Problem: In the data below, how many lines contain the word "ถนนบางปะอ"? Answer with the number alone.

Records for the task:
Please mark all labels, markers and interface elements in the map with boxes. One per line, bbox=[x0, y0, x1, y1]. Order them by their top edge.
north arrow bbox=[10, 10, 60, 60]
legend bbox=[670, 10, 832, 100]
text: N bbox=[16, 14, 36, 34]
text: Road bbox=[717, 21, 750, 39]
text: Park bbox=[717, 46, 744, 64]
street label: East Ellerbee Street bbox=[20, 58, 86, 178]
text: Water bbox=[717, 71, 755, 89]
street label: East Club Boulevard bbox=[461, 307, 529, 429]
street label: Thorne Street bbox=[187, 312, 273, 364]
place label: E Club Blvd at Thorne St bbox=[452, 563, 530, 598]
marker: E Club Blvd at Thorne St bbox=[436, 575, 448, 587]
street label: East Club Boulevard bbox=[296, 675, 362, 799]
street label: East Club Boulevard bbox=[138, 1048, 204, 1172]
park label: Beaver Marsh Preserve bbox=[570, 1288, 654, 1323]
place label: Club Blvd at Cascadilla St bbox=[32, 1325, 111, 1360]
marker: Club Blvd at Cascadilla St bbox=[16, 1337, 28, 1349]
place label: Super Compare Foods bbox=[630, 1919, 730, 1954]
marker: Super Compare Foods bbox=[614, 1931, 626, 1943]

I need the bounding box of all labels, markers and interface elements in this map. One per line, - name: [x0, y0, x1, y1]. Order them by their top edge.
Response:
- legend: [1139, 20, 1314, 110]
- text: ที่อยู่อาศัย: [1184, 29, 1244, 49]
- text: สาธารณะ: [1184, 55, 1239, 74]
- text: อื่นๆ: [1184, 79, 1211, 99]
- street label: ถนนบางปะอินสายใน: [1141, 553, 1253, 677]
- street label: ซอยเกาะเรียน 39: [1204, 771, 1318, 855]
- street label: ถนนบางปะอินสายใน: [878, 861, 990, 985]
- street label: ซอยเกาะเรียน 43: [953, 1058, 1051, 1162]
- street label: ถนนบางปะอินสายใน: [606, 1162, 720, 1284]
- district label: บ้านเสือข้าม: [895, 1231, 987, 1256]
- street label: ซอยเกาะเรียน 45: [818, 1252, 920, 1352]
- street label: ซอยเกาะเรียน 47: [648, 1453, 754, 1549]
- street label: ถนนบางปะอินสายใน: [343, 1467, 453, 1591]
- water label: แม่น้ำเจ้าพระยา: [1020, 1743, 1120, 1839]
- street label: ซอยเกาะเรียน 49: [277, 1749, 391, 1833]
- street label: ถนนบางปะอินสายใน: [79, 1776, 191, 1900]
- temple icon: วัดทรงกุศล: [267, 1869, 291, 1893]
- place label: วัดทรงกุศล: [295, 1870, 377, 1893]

Response below: 5